MATERIAL FOR THIS TASK:

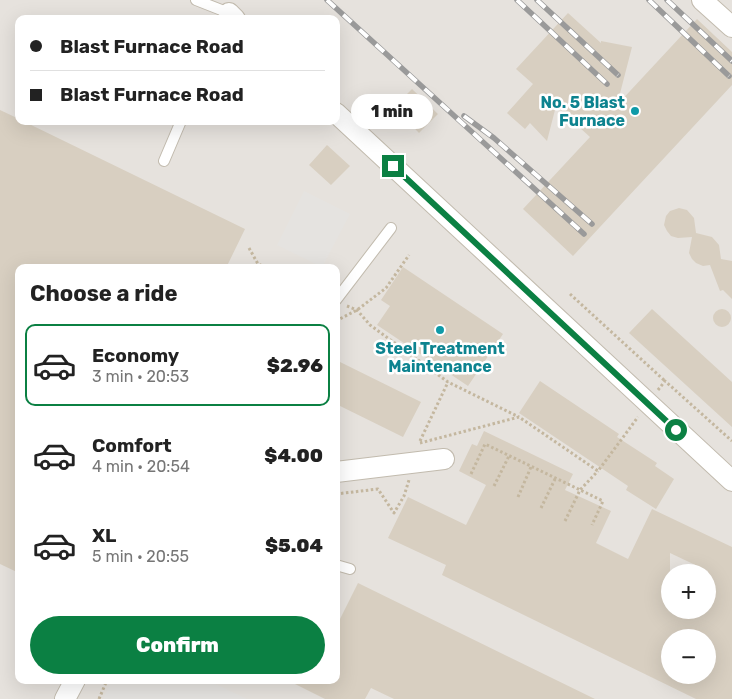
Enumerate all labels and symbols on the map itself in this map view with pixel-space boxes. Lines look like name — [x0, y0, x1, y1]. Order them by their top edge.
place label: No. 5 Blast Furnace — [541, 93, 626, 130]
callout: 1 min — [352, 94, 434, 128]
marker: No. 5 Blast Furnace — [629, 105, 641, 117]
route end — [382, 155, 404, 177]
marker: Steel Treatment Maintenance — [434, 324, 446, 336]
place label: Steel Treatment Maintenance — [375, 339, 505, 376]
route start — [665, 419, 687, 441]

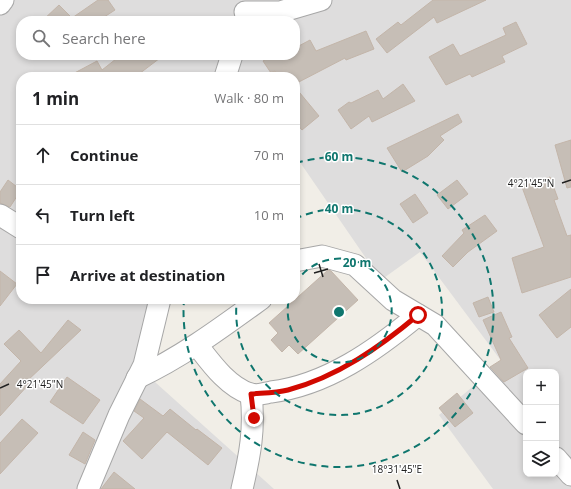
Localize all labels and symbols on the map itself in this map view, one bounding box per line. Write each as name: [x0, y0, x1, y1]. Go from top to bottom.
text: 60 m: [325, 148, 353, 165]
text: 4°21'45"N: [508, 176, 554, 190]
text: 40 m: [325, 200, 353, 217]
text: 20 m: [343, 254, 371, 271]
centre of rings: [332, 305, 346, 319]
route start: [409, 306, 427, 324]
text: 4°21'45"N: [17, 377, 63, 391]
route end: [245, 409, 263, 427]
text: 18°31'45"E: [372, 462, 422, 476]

---

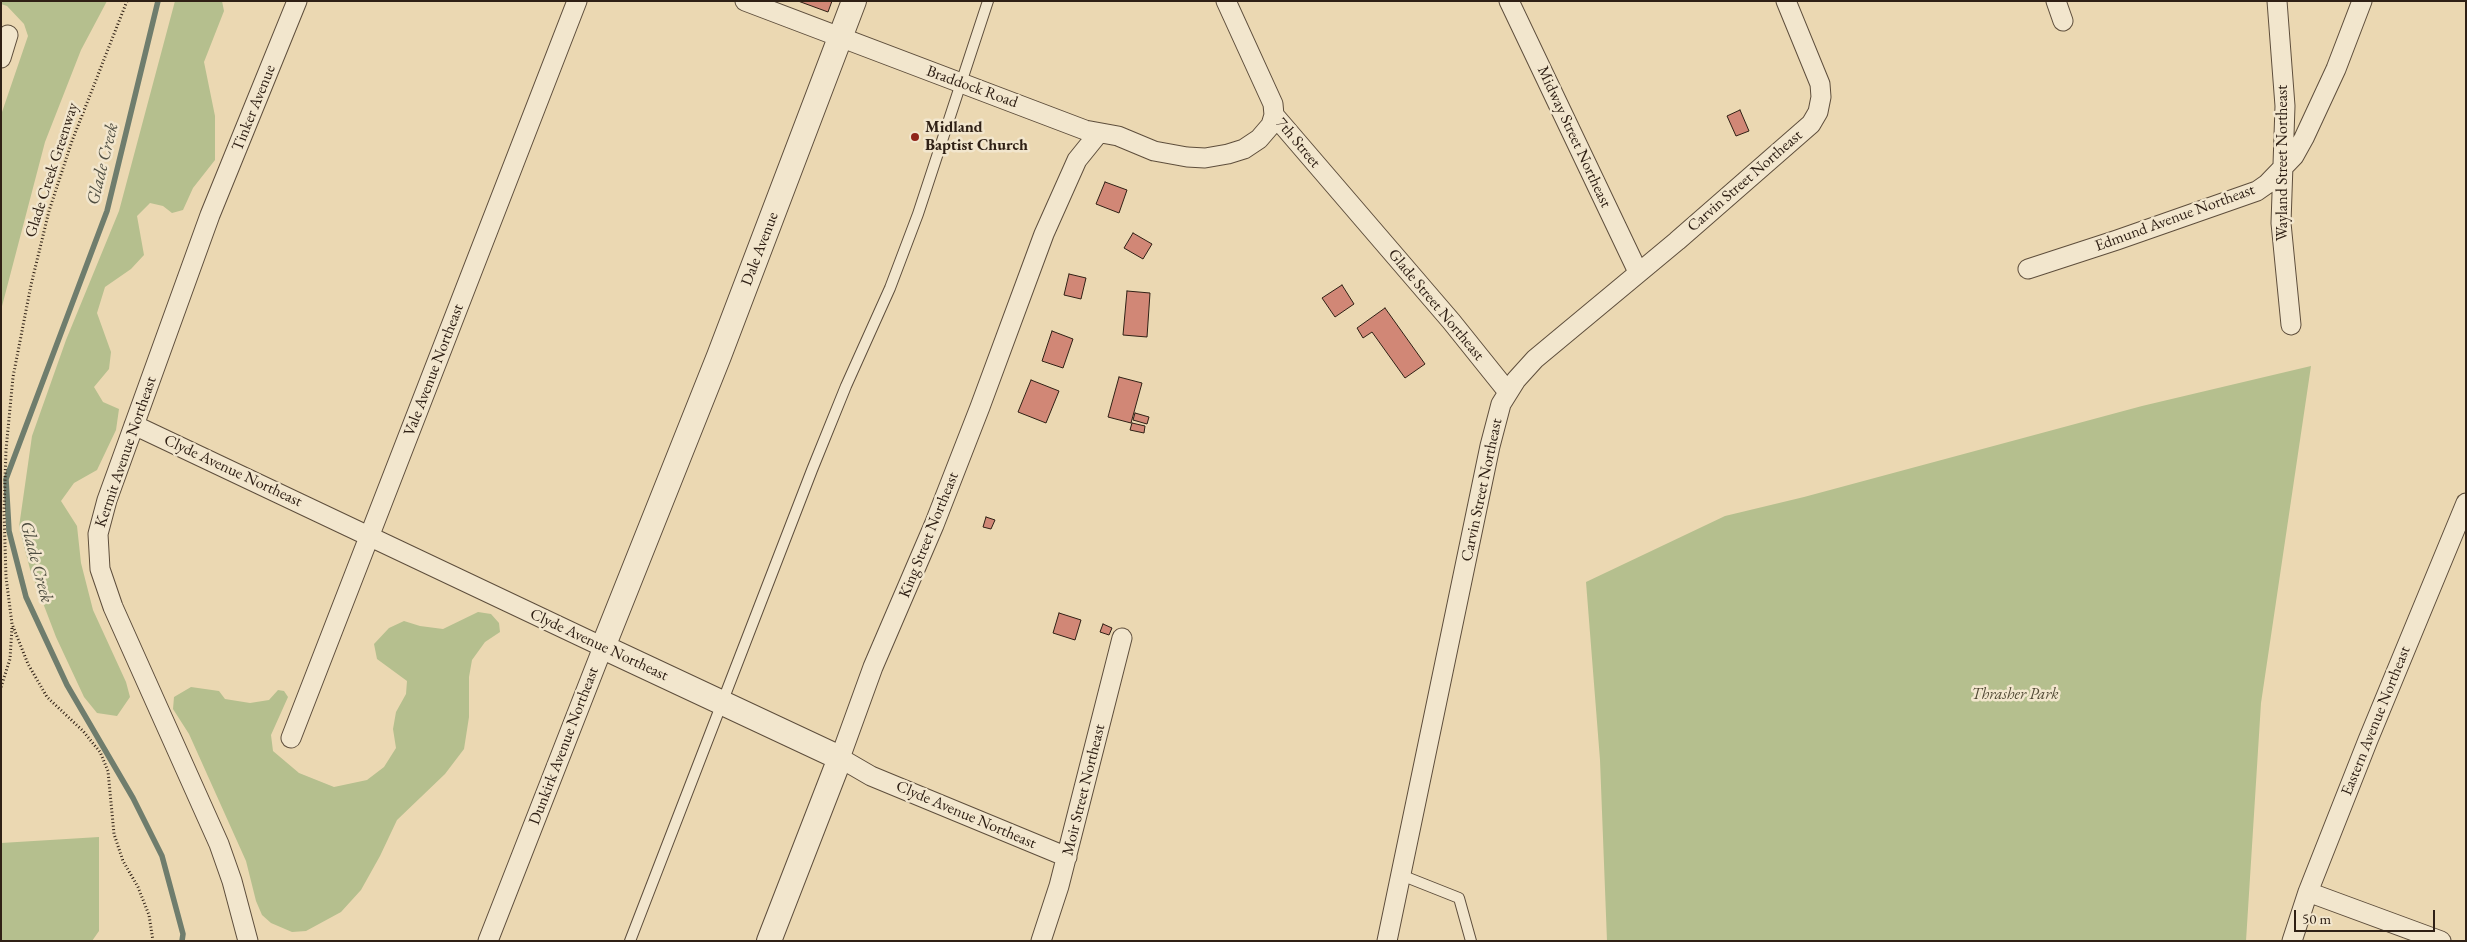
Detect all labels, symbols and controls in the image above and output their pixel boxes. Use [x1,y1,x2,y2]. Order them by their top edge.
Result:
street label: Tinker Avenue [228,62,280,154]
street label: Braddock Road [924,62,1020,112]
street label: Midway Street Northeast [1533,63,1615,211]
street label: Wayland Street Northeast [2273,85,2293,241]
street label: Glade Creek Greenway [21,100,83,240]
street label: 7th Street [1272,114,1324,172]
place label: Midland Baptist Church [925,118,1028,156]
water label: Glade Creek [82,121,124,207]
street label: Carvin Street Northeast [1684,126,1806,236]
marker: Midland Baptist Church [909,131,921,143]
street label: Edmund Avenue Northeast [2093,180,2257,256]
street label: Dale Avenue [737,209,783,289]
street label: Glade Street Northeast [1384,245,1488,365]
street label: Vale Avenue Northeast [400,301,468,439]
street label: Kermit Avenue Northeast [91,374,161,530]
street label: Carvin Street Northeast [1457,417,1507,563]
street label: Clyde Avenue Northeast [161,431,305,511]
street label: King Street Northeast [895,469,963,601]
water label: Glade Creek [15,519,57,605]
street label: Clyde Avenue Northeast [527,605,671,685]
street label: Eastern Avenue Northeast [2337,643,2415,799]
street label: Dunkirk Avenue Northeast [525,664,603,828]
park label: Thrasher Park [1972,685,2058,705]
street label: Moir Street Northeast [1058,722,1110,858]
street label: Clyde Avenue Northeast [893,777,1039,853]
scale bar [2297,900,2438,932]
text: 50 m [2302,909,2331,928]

--

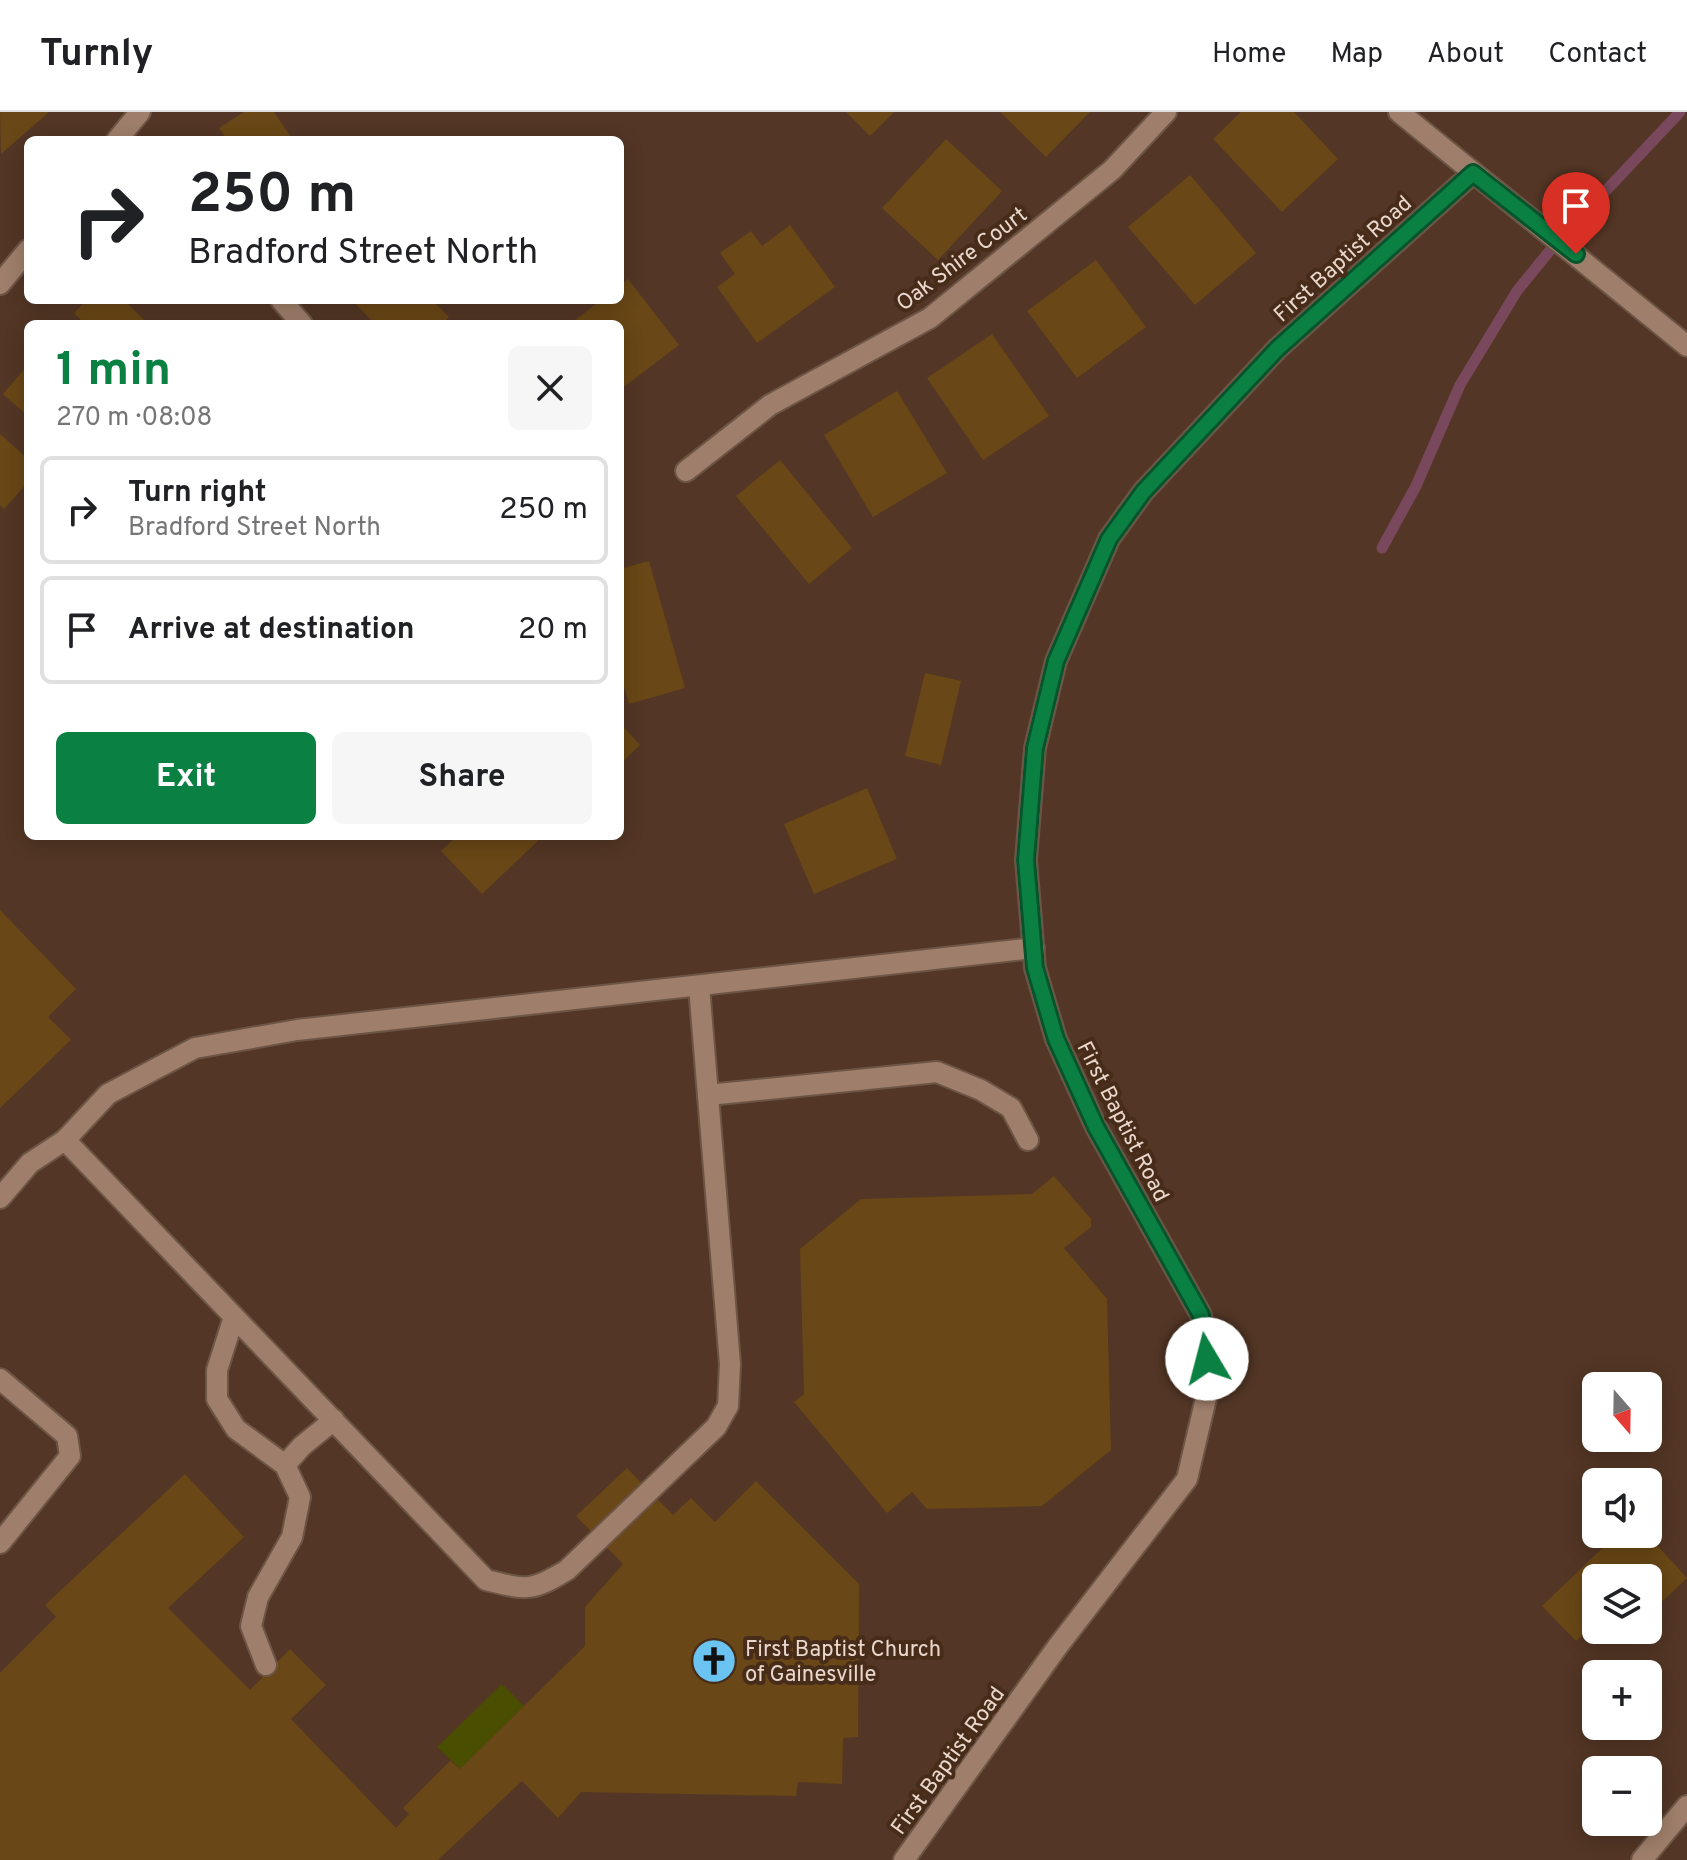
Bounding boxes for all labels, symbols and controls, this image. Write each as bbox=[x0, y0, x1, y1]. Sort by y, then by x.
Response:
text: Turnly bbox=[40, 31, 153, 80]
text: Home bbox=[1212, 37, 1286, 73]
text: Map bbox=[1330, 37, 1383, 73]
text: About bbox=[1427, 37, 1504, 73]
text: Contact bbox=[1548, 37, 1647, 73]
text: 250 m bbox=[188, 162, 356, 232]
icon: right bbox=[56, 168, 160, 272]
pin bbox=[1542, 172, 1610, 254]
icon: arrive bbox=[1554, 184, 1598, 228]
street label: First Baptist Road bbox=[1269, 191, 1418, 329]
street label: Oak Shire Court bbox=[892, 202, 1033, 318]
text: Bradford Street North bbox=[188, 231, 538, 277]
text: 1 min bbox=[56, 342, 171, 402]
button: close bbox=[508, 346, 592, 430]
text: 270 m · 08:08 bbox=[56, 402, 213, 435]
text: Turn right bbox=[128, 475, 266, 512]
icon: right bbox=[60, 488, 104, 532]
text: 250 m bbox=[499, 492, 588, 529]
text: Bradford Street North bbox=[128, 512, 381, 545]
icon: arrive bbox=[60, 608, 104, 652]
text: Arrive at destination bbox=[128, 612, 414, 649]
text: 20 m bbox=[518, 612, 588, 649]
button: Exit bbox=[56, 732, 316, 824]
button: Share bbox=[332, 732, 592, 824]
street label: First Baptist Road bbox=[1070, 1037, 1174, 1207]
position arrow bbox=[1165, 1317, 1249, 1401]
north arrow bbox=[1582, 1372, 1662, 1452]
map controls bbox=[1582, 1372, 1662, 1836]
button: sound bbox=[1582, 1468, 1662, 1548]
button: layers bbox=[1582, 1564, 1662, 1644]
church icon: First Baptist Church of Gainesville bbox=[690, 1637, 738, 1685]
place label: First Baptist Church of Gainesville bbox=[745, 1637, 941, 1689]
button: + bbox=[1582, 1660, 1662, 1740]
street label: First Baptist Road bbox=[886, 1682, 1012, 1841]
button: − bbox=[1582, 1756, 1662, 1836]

TASK DIRECTIONS: All lines of the entries above where "image" turns up should be reported.

ANSWER BOX:
Detect all labels, symbols and controls in the image above and output their pixel boxes. Use [x1,y1,x2,y2]. Order them by their top edge.
Bounding boxes for all labels, symbols and controls, this image. Write each as bbox=[x0, y0, x1, y1]. Sort by y, then by x.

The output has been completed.